GOAL OF THE EXERCISE -> Extract every line below, verbatim.

[Collected data entries]
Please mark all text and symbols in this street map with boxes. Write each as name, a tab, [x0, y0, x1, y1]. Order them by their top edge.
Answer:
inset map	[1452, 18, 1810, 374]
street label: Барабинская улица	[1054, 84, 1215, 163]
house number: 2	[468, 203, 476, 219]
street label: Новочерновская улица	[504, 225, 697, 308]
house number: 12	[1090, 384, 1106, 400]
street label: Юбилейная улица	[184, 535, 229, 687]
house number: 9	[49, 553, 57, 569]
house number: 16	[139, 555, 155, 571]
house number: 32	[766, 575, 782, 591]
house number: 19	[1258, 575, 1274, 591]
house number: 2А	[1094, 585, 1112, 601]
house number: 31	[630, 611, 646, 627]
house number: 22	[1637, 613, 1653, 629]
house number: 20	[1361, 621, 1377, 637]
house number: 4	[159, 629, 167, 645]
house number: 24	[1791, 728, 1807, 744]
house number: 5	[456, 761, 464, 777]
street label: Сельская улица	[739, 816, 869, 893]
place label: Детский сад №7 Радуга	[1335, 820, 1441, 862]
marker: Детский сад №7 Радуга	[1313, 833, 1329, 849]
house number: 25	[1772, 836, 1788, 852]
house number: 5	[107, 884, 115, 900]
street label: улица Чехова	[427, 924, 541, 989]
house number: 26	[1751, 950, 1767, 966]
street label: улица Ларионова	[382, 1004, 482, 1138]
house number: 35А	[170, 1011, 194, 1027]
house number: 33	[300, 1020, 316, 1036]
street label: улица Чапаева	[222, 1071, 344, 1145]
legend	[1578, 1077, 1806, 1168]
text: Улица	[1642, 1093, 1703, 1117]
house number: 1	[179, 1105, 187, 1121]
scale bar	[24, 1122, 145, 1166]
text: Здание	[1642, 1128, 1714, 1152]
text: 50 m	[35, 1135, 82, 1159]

SOLUTION TO THIS TASK ->
Please mark all text and symbols in this street map with boxes. Write each as name, a tab, [x0, y0, x1, y1]. Order them by their top edge.
Answer:
inset map	[1452, 18, 1810, 374]
street label: Барабинская улица	[1054, 84, 1215, 163]
house number: 2	[468, 203, 476, 219]
street label: Новочерновская улица	[504, 225, 697, 308]
house number: 12	[1090, 384, 1106, 400]
street label: Юбилейная улица	[184, 535, 229, 687]
house number: 9	[49, 553, 57, 569]
house number: 16	[139, 555, 155, 571]
house number: 32	[766, 575, 782, 591]
house number: 19	[1258, 575, 1274, 591]
house number: 2А	[1094, 585, 1112, 601]
house number: 31	[630, 611, 646, 627]
house number: 22	[1637, 613, 1653, 629]
house number: 20	[1361, 621, 1377, 637]
house number: 4	[159, 629, 167, 645]
house number: 24	[1791, 728, 1807, 744]
house number: 5	[456, 761, 464, 777]
street label: Сельская улица	[739, 816, 869, 893]
place label: Детский сад №7 Радуга	[1335, 820, 1441, 862]
marker: Детский сад №7 Радуга	[1313, 833, 1329, 849]
house number: 25	[1772, 836, 1788, 852]
house number: 5	[107, 884, 115, 900]
street label: улица Чехова	[427, 924, 541, 989]
house number: 26	[1751, 950, 1767, 966]
street label: улица Ларионова	[382, 1004, 482, 1138]
house number: 35А	[170, 1011, 194, 1027]
house number: 33	[300, 1020, 316, 1036]
street label: улица Чапаева	[222, 1071, 344, 1145]
legend	[1578, 1077, 1806, 1168]
text: Улица	[1642, 1093, 1703, 1117]
house number: 1	[179, 1105, 187, 1121]
scale bar	[24, 1122, 145, 1166]
text: Здание	[1642, 1128, 1714, 1152]
text: 50 m	[35, 1135, 82, 1159]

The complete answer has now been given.